10 mars 2026
Temps de lecture : 3 min
L’intelligence artificielle bouleverse toute la chaîne de valeur de la publicité vidéo et pose de nouvelles questions sur la créativité, la mesure de la performance et l’optimisation des médias. Lors de l’émission The TV Society, trois experts — Pierre Harand (fifty-five), Loïc Rivière (The Good Advertising Project) et Clémentine Antunes (Hyundai Motor Company) ont débattu des mutations profondes qu’impose cette technologie aux marques et aux agences.
L’apport immédiat de l’IA se situe dans la phase de préproduction, en offrant un gain de temps et une liberté d’exploration inédits. Loïc Rivière souligne l’ampleur de cette révolution : « On peut produire 20 univers créatifs là où auparavant on allait généralement à pas plus de trois ». Cela favorise d’ailleurs l’émergence de profils « créatech », à la croisée de la direction artistique et de l’ingénierie algorithmique selon lui.
Cependant, les algorithmes étant entraînés sur des données existantes, une forme de « paresse créative » guette les annonceurs. Pour Clémentine Antunes, le risque est d’obtenir une « belle esthétique similaire pour beaucoup de marques, sans âme » si l’on s’en remet aveuglément à la machine. Elle insiste : « L’humain ça reste notre chef d’orchestre » et c’est sur lui qu’il faut investir le temps gagné pour trouver la véritable idée différenciante.

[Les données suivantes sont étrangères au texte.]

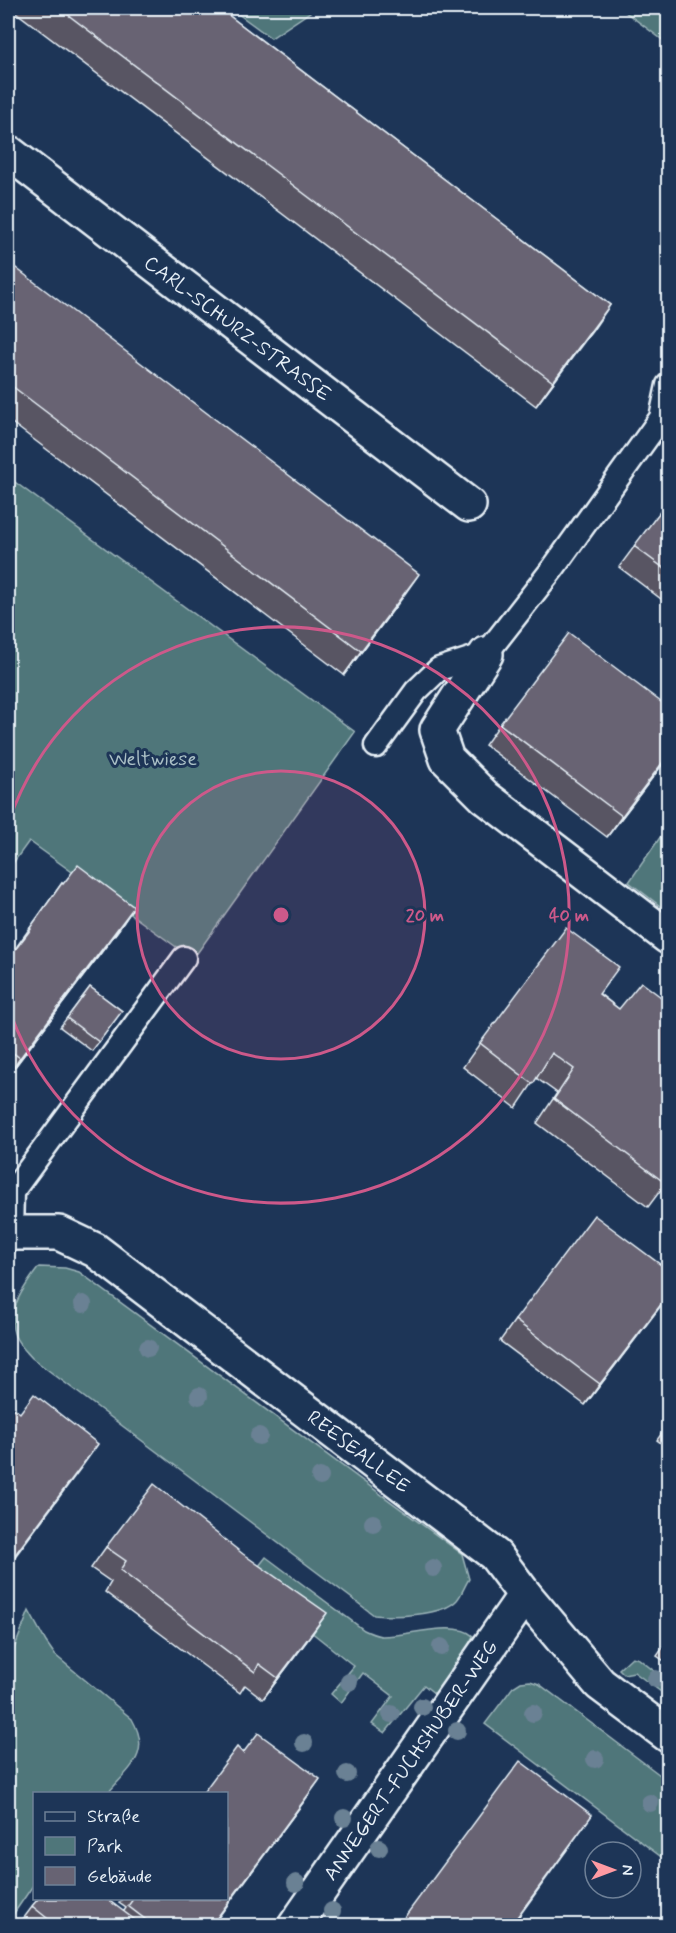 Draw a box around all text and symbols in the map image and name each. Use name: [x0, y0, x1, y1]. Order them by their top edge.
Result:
street label: CARL-SCHURZ-STRASSE: [138, 250, 336, 409]
park label: Weltwiese: [109, 746, 197, 773]
text: 20 m: [406, 904, 444, 928]
text: 40 m: [549, 904, 589, 928]
centre of rings: [271, 905, 291, 925]
street label: REESEALLEE: [301, 1405, 415, 1500]
street label: ANNEGERT-FUCHSHUBER-WEG: [318, 1635, 505, 1886]
legend: [33, 1792, 228, 1900]
text: Straße: [87, 1805, 140, 1829]
text: Park: [87, 1835, 123, 1859]
north arrow: [583, 1840, 643, 1900]
text: Gebäude: [87, 1865, 152, 1889]
text: N: [616, 1865, 637, 1875] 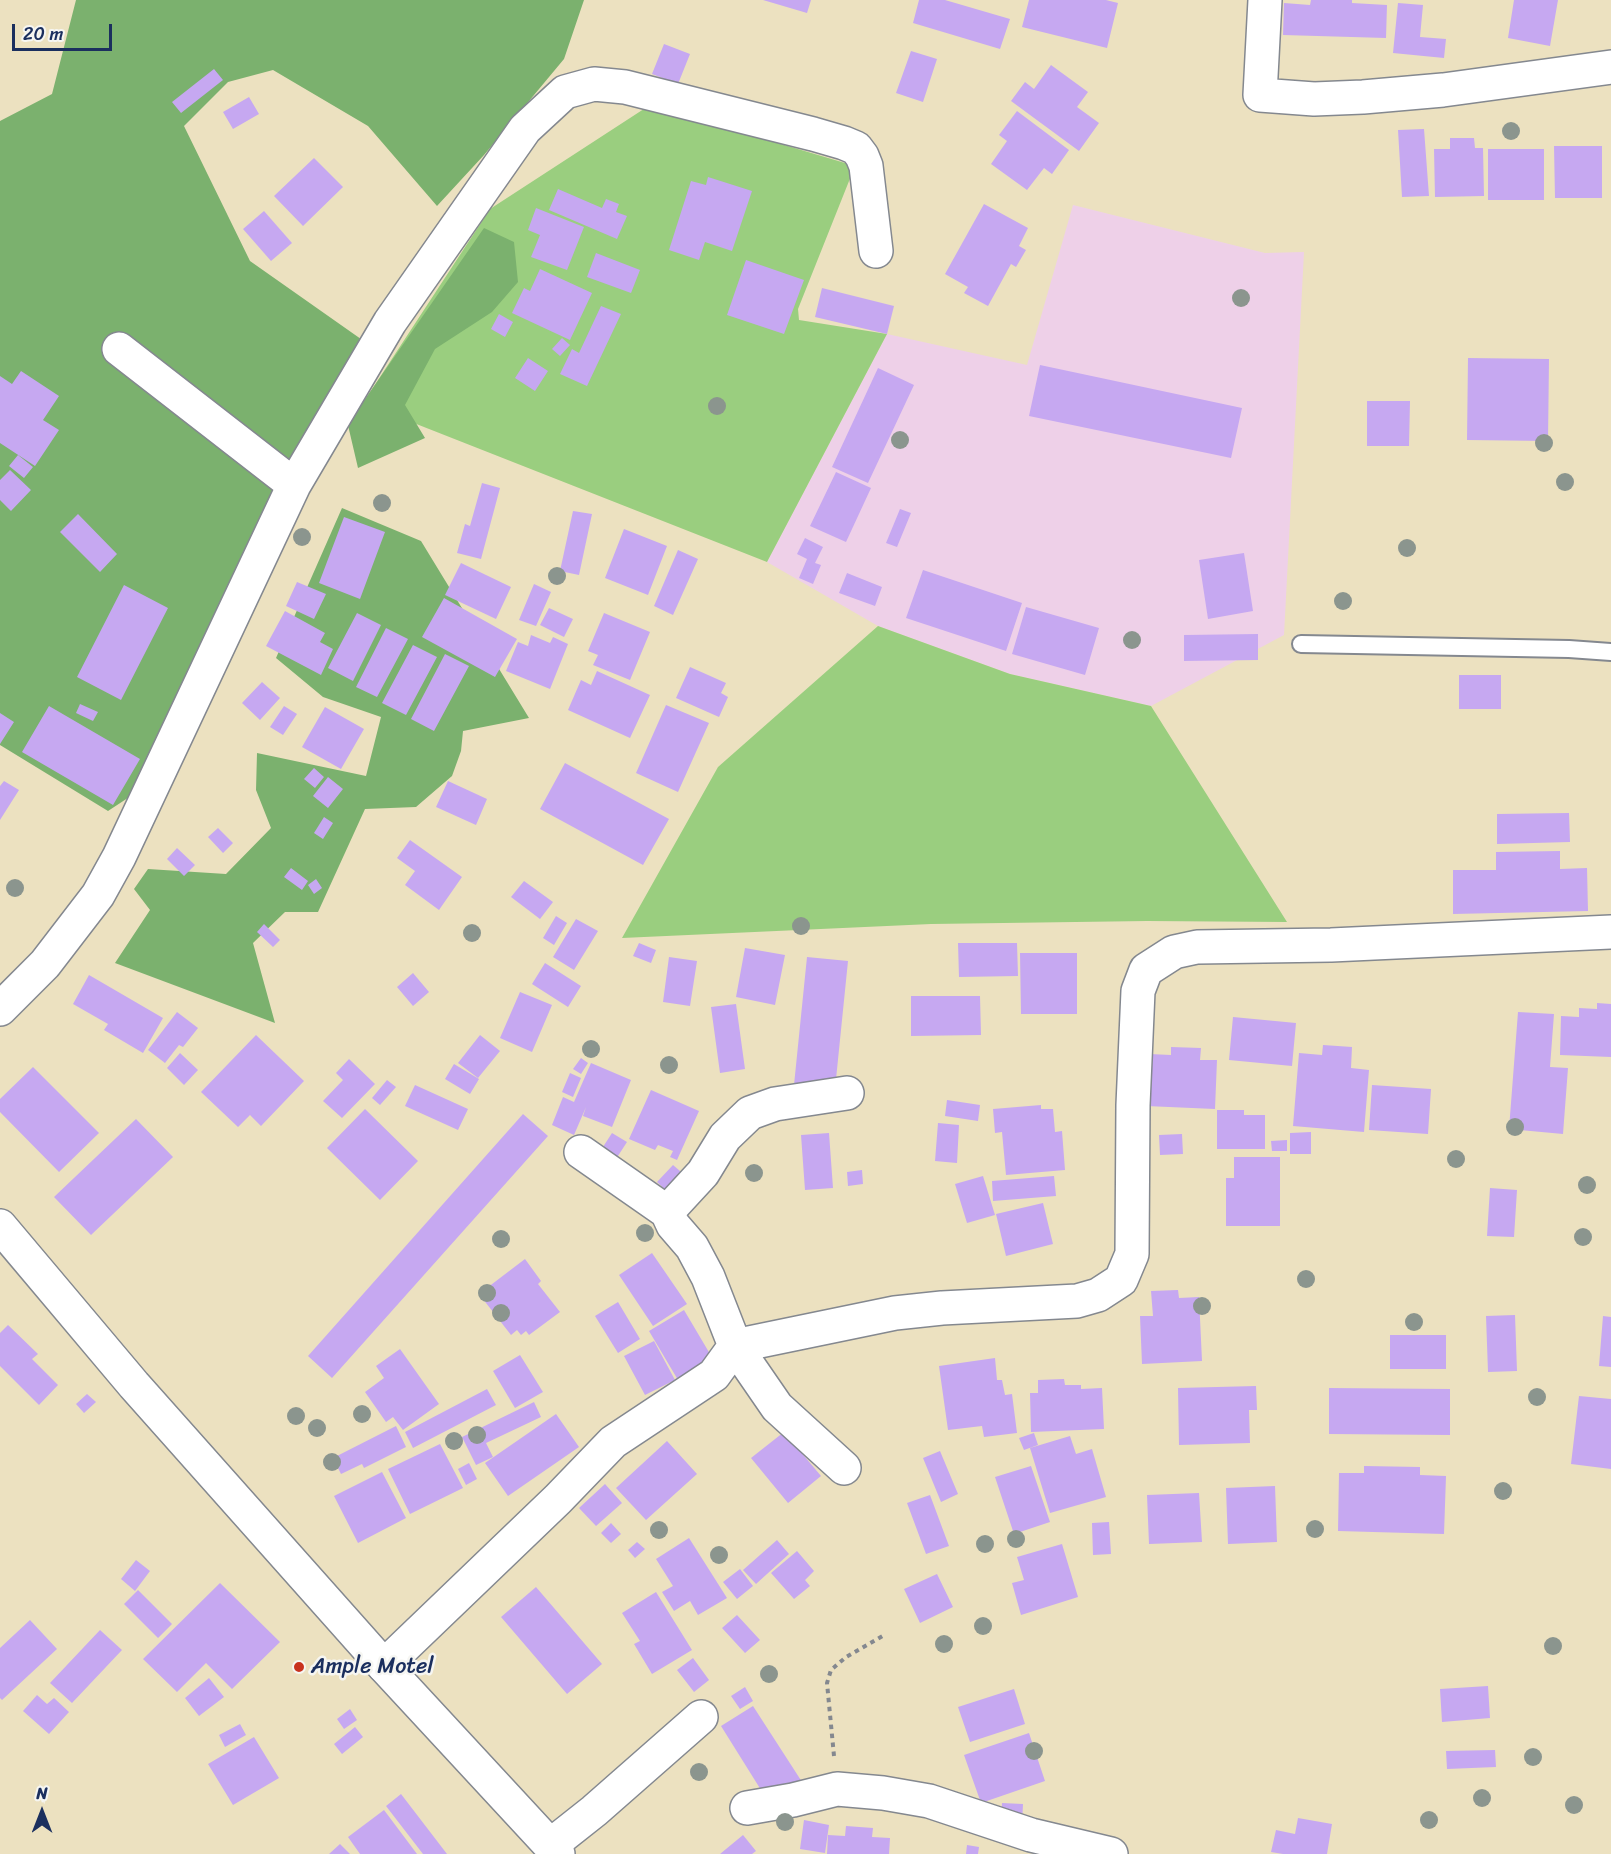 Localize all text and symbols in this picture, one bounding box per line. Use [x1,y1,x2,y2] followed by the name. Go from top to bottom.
[15,12,116,50] scale bar
[23,18,63,50] text: 20 m
[311,1654,434,1680] place label: Ample Motel
[292,1660,306,1674] marker: Ample Motel
[36,1779,48,1808] text: N
[12,1782,72,1842] north arrow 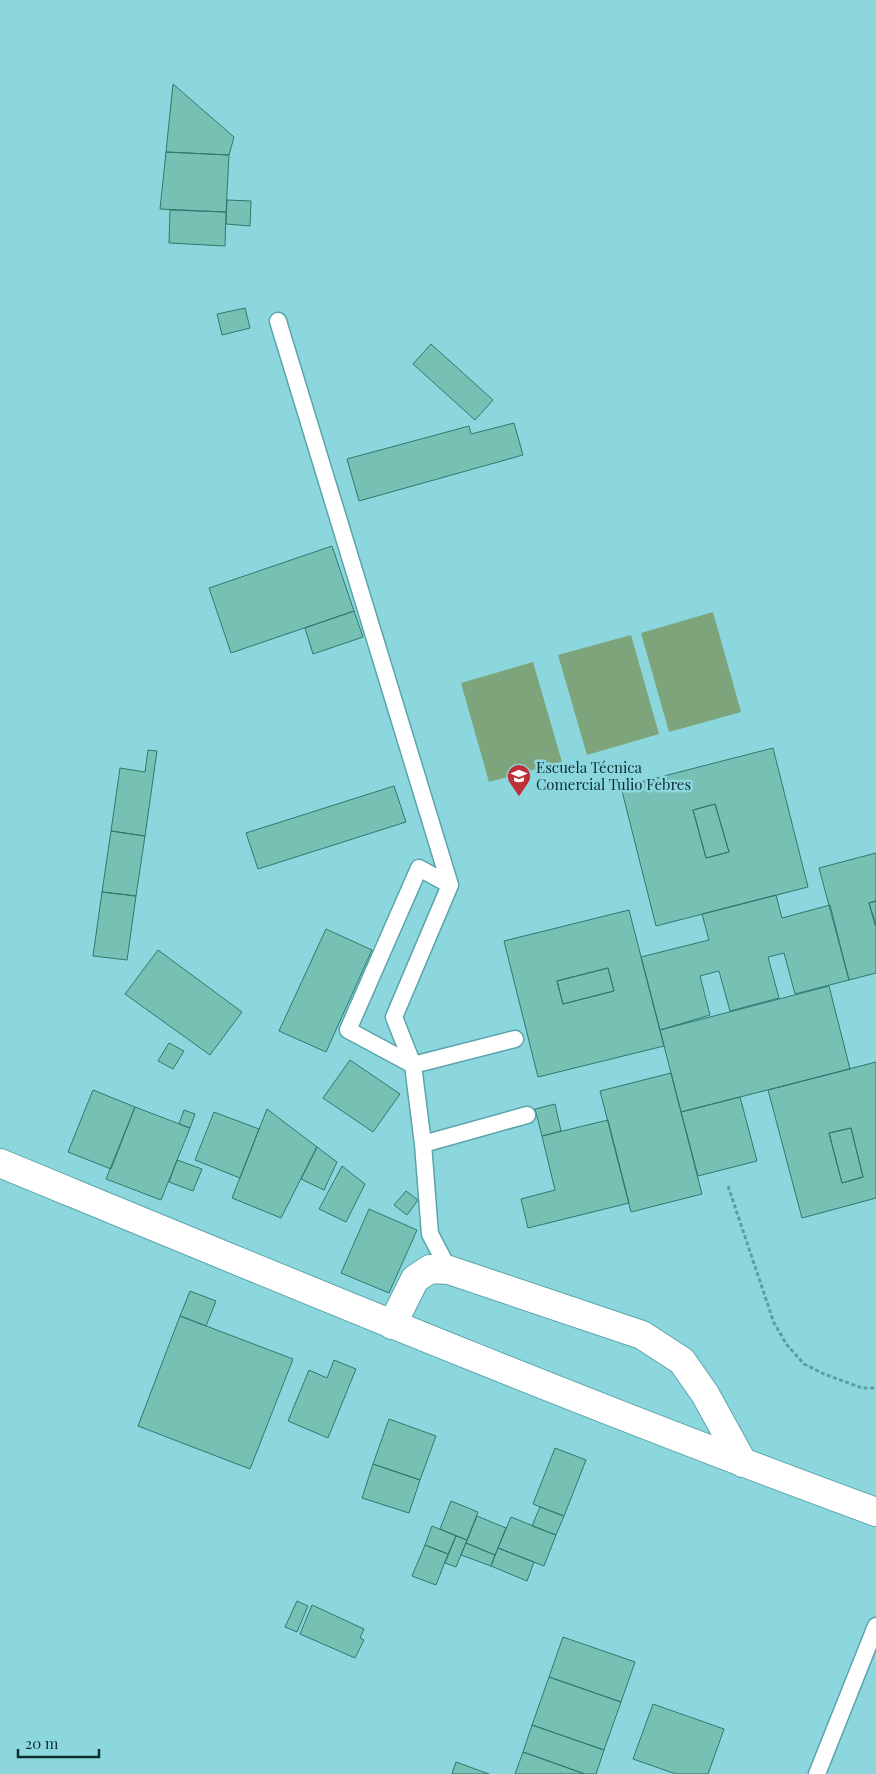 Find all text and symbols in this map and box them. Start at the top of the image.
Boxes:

Pierre Harand confirme qu’il ne faut pas opposer humains et machines : « Il s’agit de décupler la créativité, d’associer l’humain à la puissance de l’IA ». Il rappelle l’évolution fulgurante des modèles vidéo qui permettent aujourd’hui de diviser par 10 les temps de shooting. Pour éviter l’uniformisation, le secret réside dans le prompt : les marques doivent structurer leurs propres données (via des modèles RAG) pour que l’IA intègre parfaitement leur identité et génère des contenus singuliers. Par ailleurs, réduire les tournages physiques permet aussi de diminuer l’empreinte carbone et les coûts de production des marques.
L’hyper-personnalisation est le second grand bouleversement de l’IA. Pour Clémentine Antunes, cette bascule est majeure : « On passe d’un message publicitaire adressé au plus grand nombre à une communication beaucoup plus individuelle ». Grâce à la collecte de données en temps réel (météo, localisation), il est possible de décliner une même campagne en des centaines de versions adaptées aux attentes précises de l’utilisateur.
L’IA permet de générer 10 fois plus de créations pour identifier avec une grande finesse analytique quel message résonne auprès de quelle audience, complète Pierre Harand.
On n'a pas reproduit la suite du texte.